Background technology

Numerous advantages such as white light LEDs has luminous efficiency height, power saving, no thermal radiation, do not contain heavy metals such as mercury, pollution-free and offal treatment problem are regarded as the rising star of " green illumination light source ".Three kinds of modes of main at present employing realize white light: first kind of mode is that the blue-ray LED light-emitting diode excites yellow fluorescent powder to produce white light; The second way is that ultraviolet leds excites RGB three-wavelength fluorescent material to produce white light; The third mode is that RGB three-primary color LED light-emitting diode is done mixed light and formed white light.Before dual mode all be luminous by the light-emitting diode excitated fluorescent powder, phenomenon such as light conversion efficiency is lower, and encapsulation process fluorescent material apply to be difficult to control, is not just occurring glow color easily, and irregular colour is even; The third mode needs complicated drives, production cost height, unfavorable its business-like applying.

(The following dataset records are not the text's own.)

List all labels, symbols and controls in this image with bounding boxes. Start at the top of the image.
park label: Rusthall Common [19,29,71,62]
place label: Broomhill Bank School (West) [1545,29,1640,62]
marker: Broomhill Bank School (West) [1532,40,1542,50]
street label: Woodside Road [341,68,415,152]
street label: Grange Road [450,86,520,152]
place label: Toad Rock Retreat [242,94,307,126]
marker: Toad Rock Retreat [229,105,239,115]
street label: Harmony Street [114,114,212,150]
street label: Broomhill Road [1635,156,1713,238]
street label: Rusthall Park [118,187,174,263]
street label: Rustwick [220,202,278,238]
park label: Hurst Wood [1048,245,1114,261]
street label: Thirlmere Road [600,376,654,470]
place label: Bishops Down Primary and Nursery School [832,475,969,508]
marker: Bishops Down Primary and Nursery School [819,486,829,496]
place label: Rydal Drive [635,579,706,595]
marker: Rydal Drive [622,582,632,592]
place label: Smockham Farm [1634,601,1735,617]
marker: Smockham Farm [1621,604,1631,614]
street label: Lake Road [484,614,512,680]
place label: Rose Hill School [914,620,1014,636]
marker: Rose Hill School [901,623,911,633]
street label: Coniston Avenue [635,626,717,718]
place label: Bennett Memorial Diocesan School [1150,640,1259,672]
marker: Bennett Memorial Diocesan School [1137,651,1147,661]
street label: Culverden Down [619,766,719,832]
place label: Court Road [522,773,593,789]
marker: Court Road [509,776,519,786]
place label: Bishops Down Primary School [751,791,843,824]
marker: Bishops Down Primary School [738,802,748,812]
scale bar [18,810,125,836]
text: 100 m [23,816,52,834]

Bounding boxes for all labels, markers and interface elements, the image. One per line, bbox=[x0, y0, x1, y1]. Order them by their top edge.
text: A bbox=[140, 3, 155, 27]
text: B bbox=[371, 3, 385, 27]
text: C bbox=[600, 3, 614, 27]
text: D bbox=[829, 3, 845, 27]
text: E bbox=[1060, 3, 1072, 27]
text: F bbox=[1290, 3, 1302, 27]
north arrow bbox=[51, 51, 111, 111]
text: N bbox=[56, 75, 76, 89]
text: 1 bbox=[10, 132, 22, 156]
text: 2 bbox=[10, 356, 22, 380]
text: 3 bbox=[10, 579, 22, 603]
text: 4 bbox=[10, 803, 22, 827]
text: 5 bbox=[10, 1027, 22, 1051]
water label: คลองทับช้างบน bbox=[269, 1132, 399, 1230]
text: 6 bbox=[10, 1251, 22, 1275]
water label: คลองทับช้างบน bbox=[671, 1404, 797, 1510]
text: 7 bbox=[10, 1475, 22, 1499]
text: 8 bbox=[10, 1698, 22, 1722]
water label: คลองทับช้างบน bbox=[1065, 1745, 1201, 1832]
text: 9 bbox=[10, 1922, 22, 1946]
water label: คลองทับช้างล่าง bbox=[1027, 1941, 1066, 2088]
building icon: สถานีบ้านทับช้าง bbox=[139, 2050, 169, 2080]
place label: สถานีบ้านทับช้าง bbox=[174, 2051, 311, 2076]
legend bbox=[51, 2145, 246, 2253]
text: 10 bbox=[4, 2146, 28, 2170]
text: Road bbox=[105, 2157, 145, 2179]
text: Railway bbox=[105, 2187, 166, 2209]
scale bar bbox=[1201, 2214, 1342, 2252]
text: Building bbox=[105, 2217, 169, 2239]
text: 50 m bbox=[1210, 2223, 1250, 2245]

Light efficiency is low to be the bottleneck that the restriction white light LEDs is used always, white light LEDs all is based on GaN base LED at present, and present most GaN base extension mainly is grown on the Sapphire Substrate, because sapphire poor electric conductivity, common GaN base luminescent device adopts transversary, exists electric current to stop up and produce the problem of heat; In addition, the heat conductivility of Sapphire Substrate is low, has therefore limited the luminous power and the efficient of GaN base device.In a word, existing white light LEDs causes its brightness not high enough in the defective of encapsulation and configuration aspects existence, and luminous power and luminous efficiency are lower, cause the extensive use of white light LEDs to be restricted.

Summary of the invention

For solving the problem that encapsulation of above-mentioned white light LEDs and configuration aspects exist, the light efficiency of raising white light LEDs, the present invention is intended to propose a kind of single electrode white light LED based on secondary substrate transfer technology and preparation method thereof.

The present invention addresses the above problem the technical scheme that is adopted: a kind of single electrode white light LED based on secondary substrate transfer technology comprises:

Support base;

The support base lower surface forms first electrode;

On this support base, connect yellow light LED;

The yellow light LED lower surface forms reflecting metallic film;

It is characterized in that: form first transparency conducting layer at the yellow light LED upper surface, this yellow light LED top connects blue-ray LED by transparent dielectric material, at transparent dielectric material periphery parcel conductive attachment metal, form second transparency conducting layer at the blue-ray LED lower surface, form second electrode at the blue-ray LED upper surface.

The support base of LED of the present invention is a conductive substrates, and conductive substrates can be Si, Ge Semiconductor substrate, metal substrate or alloy substrate; Reflecting metallic film is made up of reflecting electrode and the Ohmic electrode that forms on this reflecting electrode; Transparent dielectric material is one of rotary coating glass SOG, BCB resin, epoxy resin macromolecular material; First, second transparency conducting layer is one of ITO, AZO or FTO nesa coating, and the present invention preferentially adopts ITO (tin-doped indium oxide tin-doped indium oxide is called for short ITO).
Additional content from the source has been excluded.